*Problem to work on:*
Keep to one stretch of the data below, the lines from the one with "height:22px; margin:-11px; padding:0" up to and including the one with "translate:-50% -50%; white-space:nowrap;", and return that stretch exactly.

(Beginning of Records to use)

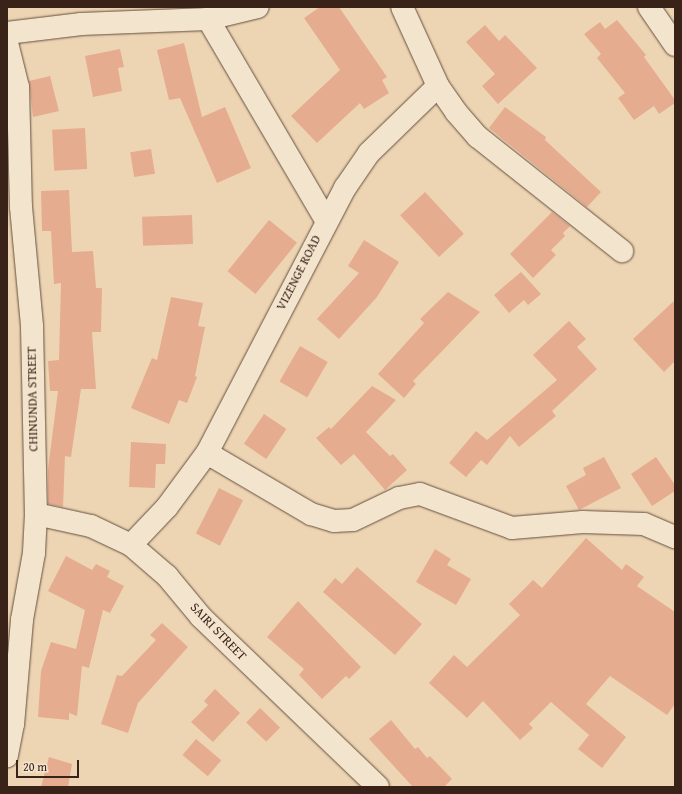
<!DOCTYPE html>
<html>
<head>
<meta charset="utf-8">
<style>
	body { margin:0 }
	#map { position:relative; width:682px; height:794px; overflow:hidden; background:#edd5b3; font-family:"Gentium Book Plus",serif }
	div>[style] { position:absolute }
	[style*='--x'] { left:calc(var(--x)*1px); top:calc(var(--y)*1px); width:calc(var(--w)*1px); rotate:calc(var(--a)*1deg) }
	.building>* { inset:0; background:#e6ac90; transform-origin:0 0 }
	.roads { filter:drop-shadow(0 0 1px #664f3f) drop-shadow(0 0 1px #664f3f) }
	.street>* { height:22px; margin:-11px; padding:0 11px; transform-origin:11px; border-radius:11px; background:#f3e4ce }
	span { translate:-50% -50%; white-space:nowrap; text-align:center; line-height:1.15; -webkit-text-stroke:4px #f3e4ce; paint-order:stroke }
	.street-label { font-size:13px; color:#392218 }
	.frame { position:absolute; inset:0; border:8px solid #392218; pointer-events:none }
	.scale { position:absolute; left:16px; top:760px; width:63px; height:18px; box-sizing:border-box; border:2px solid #392218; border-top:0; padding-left:5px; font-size:12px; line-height:14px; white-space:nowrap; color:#392218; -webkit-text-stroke:3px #f3e4ce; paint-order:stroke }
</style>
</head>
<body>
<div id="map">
	<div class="building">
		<div style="clip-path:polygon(320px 7px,339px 7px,387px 77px,382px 80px,389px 93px,364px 109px,360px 103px,317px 143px,291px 116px,340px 70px,304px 18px)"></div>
		<div style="clip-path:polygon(617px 20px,646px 55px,644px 57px,675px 100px,675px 103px,659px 114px,654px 106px,634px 120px,618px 98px,625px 93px,597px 58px,601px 54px,584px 34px,600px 22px,605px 29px)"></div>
		<div style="clip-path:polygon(485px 25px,499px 41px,505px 35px,537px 68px,498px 104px,482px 86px,495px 74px,466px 42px)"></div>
		<div style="clip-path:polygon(184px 43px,202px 117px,225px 107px,251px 168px,217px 183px,180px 98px,169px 100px,157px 50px)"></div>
		<div style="clip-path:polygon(120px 49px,124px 67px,118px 68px,122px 91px,93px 97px,85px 56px)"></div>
		<div style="clip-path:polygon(50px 76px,59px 111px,33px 117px,29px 81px)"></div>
		<div style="clip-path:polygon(505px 107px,546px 137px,545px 140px,601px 192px,587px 207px,489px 128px)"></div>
		<div style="left:85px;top:128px;width:41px;height:33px;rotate:87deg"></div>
		<div style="left:151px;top:149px;width:25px;height:21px;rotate:81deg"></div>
		<div style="clip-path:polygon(69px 190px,72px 252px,93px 251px,96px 288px,102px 288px,101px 332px,92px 332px,96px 389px,81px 389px,71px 457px,65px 456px,63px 507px,48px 504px,48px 469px,58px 391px,50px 391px,48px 361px,59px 360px,61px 283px,54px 284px,51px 231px,42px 231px,41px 191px)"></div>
		<div style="left:425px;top:192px;width:57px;height:34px;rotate:47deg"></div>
		<div style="clip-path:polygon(552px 212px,570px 226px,563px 233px,565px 236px,551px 250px,556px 255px,533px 278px,510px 254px)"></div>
		<div style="left:192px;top:215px;width:29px;height:50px;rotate:88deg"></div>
		<div style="left:269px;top:220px;width:36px;height:66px;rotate:39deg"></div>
		<div style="clip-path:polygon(364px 240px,399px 262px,377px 297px,339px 339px,317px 319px,359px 273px,348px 266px)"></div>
		<div style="clip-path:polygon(521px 272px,541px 294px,528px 305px,524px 300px,509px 313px,494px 295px)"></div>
		<div style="clip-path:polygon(448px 292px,480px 312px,413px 381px,416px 384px,404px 398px,378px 374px,424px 323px,420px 319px)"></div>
		<div style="clip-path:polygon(171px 297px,203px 303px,198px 326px,205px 327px,195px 376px,197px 377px,187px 403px,179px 400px,169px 424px,131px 408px,152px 358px,157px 360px)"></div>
		<div style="clip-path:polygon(675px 300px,675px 361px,664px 372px,633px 339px)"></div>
		<div style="clip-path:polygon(569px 321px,586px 339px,577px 347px,597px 369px,552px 411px,556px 416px,519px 447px,510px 436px,487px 465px,481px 460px,466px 477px,449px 463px,476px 431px,487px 440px,557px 380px,533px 355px)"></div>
		<div style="left:300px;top:346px;width:32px;height:41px;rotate:30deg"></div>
		<div style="clip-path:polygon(372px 386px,396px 400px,366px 432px,390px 456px,393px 454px,407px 470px,385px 490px,354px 454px,341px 465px,316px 438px,329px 427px,331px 429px)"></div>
		<div style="left:264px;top:414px;width:27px;height:36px;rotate:34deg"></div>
		<div style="clip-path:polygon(131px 442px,166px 444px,165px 464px,156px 464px,155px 488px,129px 487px)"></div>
		<div style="clip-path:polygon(604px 457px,621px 488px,579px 510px,566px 486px,586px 475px,583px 468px)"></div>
		<div style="clip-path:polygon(656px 457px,675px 485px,675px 491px,652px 506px,631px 474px)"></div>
		<div style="left:219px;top:488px;width:27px;height:51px;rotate:27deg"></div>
		<div style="clip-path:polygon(586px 538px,622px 570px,626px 564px,644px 577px,637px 586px,675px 612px,675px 704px,667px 715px,610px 676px,586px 704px,626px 737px,602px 768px,578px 749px,589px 735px,551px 702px,529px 724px,533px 728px,520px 740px,483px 701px,467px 718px,429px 683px,454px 655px,467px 667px,520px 615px,509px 604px,533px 580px,542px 588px)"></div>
		<div style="clip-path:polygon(435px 549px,451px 559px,447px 565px,471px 579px,456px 605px,416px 582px)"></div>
		<div style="clip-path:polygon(66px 556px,92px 570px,96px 564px,110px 571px,107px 577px,124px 586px,110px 613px,103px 610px,89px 668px,82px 666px,77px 716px,69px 713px,69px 720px,38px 717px,41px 671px,51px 642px,76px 649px,85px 610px,48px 591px)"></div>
		<div style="clip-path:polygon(357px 567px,422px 624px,395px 655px,323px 592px,335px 578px,342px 584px)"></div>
		<div style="clip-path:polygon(298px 601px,361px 667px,349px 679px,346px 676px,322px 699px,299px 675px,304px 669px,267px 637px)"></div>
		<div style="clip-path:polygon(162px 623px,188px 647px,138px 703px,128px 733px,101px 724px,117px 675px,122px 676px,156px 640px,150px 635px)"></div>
		<div style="clip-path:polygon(215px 689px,240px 713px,213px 742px,191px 722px,208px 705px,204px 701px)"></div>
		<div style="left:260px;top:708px;width:28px;height:20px;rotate:44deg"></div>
		<div style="clip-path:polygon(391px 720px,415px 749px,418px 747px,427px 758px,430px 756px,452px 779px,444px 787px,413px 787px,369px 739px)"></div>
		<div style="left:196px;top:739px;width:33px;height:21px;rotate:40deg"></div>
		<div style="clip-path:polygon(49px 757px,72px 764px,68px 787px,41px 787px)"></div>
	</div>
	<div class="roads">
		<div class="street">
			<div style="--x:402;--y:7;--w:87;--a:65.5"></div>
			<div style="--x:438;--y:86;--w:32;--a:55"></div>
			<div style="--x:456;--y:112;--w:33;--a:49"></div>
			<div style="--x:478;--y:137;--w:184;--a:38.4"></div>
			<div style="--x:649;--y:7;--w:46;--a:55.6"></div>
			<div style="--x:208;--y:19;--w:233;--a:59.6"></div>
			<div style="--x:7;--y:33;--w:75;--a:-6.9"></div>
			<div style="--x:81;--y:24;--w:127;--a:-2.3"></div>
			<div style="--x:208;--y:19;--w:51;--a:-13.5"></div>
			<div style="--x:7;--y:43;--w:45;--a:76"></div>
			<div style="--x:18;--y:87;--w:120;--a:88.6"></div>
			<div style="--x:21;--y:207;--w:120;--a:84.7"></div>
			<div style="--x:32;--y:326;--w:188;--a:88.8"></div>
			<div style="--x:36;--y:514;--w:39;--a:93"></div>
			<div style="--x:34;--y:553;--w:68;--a:100.2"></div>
			<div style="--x:22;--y:620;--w:104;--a:94.9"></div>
			<div style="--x:13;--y:724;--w:33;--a:101"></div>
			<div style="--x:207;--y:453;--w:121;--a:30.4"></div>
			<div style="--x:311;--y:514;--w:24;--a:17"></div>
			<div style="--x:334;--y:521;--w:19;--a:-3"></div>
			<div style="--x:353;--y:520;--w:51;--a:-25.6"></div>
			<div style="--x:399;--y:498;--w:21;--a:-11"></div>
			<div style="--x:420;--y:494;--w:98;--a:20.3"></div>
			<div style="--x:512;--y:528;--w:71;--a:-4.8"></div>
			<div style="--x:583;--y:522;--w:61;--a:1.9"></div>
			<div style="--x:644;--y:524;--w:34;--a:23"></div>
			<div style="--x:36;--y:514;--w:56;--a:12.3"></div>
			<div style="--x:91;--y:526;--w:44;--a:25.4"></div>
			<div style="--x:131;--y:545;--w:48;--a:40.7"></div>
			<div style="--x:167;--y:576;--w:53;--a:50.3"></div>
			<div style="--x:201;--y:617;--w:245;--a:43.8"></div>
			<div style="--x:131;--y:545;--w:52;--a:-46.5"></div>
			<div style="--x:167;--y:507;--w:67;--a:-53.5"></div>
			<div style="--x:207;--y:453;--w:299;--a:-62.5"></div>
			<div style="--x:345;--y:188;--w:42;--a:-55.6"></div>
			<div style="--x:369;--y:153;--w:96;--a:-44.2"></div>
		</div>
	</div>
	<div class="street-label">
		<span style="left:299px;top:273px;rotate:-63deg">VIZENGE ROAD</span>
		<span style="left:33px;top:399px;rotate:-91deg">CHINUNDA STREET</span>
		<span style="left:218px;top:632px;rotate:46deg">SAIRI STREET</span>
	</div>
	<div class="frame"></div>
	<div class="scale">20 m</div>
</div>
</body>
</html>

(End of Records to use)

*Response to the exercise:*
	.street>* { height:22px; margin:-11px; padding:0 11px; transform-origin:11px; border-radius:11px; background:#f3e4ce }
	span { translate:-50% -50%; white-space:nowrap; text-align:center; line-height:1.15; -webkit-text-stroke:4px #f3e4ce; paint-order:stroke }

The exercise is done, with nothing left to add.